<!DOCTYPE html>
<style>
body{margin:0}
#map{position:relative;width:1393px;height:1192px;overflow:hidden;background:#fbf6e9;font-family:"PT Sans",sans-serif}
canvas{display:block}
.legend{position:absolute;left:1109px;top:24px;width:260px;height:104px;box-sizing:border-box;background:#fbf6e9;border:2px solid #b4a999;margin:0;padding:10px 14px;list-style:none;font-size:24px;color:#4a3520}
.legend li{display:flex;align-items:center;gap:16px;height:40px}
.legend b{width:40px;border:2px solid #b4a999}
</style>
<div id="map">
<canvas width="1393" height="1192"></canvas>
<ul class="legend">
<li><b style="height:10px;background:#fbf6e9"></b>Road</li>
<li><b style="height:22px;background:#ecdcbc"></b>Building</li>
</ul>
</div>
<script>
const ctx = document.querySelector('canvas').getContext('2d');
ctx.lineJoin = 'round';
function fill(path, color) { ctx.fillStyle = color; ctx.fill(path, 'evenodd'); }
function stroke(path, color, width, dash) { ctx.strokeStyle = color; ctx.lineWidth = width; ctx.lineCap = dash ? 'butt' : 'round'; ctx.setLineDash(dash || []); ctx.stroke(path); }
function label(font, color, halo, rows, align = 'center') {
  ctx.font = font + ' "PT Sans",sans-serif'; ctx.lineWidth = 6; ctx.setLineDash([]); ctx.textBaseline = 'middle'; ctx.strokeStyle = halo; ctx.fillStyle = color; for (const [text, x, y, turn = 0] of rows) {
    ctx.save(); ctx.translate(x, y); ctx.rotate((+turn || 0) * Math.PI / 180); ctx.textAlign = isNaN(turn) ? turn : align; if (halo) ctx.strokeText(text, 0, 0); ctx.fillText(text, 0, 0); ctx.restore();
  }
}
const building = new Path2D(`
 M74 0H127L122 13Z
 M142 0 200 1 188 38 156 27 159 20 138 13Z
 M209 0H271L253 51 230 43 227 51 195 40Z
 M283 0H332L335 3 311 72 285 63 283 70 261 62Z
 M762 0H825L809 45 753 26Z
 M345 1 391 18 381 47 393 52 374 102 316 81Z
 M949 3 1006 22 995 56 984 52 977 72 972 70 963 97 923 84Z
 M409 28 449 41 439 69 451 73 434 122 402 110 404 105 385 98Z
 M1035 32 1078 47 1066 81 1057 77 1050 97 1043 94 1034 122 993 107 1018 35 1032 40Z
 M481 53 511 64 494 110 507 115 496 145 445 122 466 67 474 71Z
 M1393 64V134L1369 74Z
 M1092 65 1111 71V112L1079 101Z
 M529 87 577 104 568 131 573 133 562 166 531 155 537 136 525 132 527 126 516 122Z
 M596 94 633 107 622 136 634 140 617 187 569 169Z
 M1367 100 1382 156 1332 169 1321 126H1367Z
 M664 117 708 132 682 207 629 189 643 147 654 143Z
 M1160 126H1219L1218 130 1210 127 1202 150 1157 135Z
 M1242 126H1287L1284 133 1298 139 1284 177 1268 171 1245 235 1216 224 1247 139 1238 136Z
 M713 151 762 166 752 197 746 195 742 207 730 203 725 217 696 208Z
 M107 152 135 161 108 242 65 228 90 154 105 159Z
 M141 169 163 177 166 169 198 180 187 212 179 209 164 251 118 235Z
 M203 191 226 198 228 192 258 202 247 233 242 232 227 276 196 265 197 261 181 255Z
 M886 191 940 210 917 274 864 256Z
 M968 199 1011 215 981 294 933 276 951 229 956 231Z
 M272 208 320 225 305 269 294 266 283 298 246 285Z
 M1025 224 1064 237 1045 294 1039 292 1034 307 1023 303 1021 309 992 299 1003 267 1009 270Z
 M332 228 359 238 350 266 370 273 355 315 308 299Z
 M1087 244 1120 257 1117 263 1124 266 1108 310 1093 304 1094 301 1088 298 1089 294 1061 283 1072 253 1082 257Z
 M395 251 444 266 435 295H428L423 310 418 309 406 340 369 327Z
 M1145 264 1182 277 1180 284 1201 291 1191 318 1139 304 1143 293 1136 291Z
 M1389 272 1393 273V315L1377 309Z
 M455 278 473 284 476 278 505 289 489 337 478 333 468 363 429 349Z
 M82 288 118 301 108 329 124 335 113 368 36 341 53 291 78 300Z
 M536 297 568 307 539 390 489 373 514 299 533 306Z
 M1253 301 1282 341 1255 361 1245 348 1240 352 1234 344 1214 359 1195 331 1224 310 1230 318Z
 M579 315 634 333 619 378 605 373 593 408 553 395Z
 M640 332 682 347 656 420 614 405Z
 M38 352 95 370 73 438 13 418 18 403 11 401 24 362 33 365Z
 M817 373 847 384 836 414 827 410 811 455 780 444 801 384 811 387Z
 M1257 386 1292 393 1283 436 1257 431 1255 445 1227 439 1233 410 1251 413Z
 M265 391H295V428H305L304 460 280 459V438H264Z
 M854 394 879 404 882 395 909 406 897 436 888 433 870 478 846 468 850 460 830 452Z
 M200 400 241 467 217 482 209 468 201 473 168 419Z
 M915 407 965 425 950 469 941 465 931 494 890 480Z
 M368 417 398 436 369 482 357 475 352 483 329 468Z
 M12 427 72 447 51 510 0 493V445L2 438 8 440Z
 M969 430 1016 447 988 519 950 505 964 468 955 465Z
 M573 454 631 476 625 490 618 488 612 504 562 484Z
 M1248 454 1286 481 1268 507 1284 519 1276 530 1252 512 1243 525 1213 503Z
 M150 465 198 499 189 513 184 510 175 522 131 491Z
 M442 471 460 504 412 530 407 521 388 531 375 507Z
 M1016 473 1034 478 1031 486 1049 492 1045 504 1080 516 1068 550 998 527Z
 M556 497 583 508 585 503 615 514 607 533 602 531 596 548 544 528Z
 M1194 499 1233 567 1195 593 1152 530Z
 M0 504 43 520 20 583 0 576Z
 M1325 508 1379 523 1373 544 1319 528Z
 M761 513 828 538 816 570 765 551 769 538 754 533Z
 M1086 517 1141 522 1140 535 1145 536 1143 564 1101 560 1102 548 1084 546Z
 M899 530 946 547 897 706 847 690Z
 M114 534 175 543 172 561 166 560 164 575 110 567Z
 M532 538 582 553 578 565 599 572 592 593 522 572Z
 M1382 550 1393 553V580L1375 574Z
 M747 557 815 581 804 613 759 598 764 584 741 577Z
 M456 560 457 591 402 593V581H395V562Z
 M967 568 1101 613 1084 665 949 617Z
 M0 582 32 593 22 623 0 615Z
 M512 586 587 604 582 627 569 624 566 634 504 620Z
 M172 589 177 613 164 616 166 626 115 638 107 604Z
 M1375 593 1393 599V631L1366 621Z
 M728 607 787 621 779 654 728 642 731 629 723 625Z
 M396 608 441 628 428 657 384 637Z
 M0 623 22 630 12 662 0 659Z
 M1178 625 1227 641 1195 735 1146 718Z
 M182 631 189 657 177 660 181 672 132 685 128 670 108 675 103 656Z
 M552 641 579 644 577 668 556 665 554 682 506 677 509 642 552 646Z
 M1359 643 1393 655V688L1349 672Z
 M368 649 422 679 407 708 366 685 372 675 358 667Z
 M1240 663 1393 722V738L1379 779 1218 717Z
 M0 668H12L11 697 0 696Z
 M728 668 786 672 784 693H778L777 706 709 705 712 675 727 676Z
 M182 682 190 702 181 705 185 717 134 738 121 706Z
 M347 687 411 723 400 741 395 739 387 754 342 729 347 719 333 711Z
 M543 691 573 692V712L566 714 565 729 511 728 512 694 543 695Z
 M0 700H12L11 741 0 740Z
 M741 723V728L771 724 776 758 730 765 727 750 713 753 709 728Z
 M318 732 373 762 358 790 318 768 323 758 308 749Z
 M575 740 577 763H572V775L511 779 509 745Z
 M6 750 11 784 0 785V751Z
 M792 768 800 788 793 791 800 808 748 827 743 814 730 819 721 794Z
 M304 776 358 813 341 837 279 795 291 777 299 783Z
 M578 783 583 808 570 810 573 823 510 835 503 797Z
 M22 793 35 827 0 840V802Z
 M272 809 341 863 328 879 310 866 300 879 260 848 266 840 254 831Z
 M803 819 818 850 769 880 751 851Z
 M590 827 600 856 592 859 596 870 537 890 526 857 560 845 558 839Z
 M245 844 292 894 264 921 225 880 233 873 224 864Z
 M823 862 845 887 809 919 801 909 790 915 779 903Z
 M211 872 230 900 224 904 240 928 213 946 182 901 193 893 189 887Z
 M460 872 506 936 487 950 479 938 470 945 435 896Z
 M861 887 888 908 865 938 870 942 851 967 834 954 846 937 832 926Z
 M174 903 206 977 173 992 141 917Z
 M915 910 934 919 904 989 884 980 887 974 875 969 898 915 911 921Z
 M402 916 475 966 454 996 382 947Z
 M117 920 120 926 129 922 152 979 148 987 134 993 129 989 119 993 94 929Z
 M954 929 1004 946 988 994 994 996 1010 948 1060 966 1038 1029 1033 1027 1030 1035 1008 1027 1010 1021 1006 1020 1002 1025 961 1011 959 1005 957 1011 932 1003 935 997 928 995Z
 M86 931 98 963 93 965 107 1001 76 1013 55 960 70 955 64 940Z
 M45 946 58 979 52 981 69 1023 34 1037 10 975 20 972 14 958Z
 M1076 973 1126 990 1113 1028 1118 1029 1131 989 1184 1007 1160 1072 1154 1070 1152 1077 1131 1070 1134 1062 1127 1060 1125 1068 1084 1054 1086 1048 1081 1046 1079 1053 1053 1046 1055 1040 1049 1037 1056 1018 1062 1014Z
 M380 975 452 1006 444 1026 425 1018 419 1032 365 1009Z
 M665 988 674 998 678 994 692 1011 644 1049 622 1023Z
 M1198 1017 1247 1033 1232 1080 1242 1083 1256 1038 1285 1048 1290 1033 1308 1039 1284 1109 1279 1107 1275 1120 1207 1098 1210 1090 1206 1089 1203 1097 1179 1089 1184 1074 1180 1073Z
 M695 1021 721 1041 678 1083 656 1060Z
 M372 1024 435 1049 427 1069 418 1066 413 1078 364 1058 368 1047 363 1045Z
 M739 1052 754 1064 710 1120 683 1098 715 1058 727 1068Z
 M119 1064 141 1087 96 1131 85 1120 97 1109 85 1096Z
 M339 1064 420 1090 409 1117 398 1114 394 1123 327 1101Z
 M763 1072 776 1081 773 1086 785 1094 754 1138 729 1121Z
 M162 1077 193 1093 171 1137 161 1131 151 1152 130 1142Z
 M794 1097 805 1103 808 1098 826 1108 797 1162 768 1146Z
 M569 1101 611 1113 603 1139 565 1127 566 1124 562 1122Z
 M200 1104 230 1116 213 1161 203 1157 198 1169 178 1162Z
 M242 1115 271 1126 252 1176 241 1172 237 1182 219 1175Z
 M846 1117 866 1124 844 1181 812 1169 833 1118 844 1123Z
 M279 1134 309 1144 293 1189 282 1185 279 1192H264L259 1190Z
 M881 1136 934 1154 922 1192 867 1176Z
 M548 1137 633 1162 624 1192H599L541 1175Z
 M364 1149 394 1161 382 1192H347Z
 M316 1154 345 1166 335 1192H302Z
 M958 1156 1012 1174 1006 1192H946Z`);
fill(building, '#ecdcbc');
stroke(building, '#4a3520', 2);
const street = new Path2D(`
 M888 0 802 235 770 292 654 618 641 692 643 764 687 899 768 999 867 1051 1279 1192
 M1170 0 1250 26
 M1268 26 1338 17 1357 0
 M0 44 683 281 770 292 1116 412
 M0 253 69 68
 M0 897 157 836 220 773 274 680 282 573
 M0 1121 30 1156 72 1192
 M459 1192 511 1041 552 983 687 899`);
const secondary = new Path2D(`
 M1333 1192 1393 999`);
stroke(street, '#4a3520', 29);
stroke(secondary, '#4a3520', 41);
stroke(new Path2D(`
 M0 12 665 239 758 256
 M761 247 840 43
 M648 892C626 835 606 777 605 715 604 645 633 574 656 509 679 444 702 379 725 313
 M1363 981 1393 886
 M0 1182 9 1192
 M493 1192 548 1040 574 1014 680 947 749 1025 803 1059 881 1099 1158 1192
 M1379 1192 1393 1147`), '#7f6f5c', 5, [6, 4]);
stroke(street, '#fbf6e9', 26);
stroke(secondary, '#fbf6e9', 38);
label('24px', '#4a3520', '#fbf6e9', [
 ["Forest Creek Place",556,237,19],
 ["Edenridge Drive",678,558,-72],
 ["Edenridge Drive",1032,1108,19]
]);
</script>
• • • • • • •
WHAT YOU HAVE TO DO: Repeat every line of the data word for word until you have repeated the line that contains "function fill(path, color)", which is the last one to include.

OUTPUT FOR THIS TASK:
<!DOCTYPE html>
<style>
body{margin:0}
#map{position:relative;width:1393px;height:1192px;overflow:hidden;background:#fbf6e9;font-family:"PT Sans",sans-serif}
canvas{display:block}
.legend{position:absolute;left:1109px;top:24px;width:260px;height:104px;box-sizing:border-box;background:#fbf6e9;border:2px solid #b4a999;margin:0;padding:10px 14px;list-style:none;font-size:24px;color:#4a3520}
.legend li{display:flex;align-items:center;gap:16px;height:40px}
.legend b{width:40px;border:2px solid #b4a999}
</style>
<div id="map">
<canvas width="1393" height="1192"></canvas>
<ul class="legend">
<li><b style="height:10px;background:#fbf6e9"></b>Road</li>
<li><b style="height:22px;background:#ecdcbc"></b>Building</li>
</ul>
</div>
<script>
const ctx = document.querySelector('canvas').getContext('2d');
ctx.lineJoin = 'round';
function fill(path, color) { ctx.fillStyle = color; ctx.fill(path, 'evenodd'); }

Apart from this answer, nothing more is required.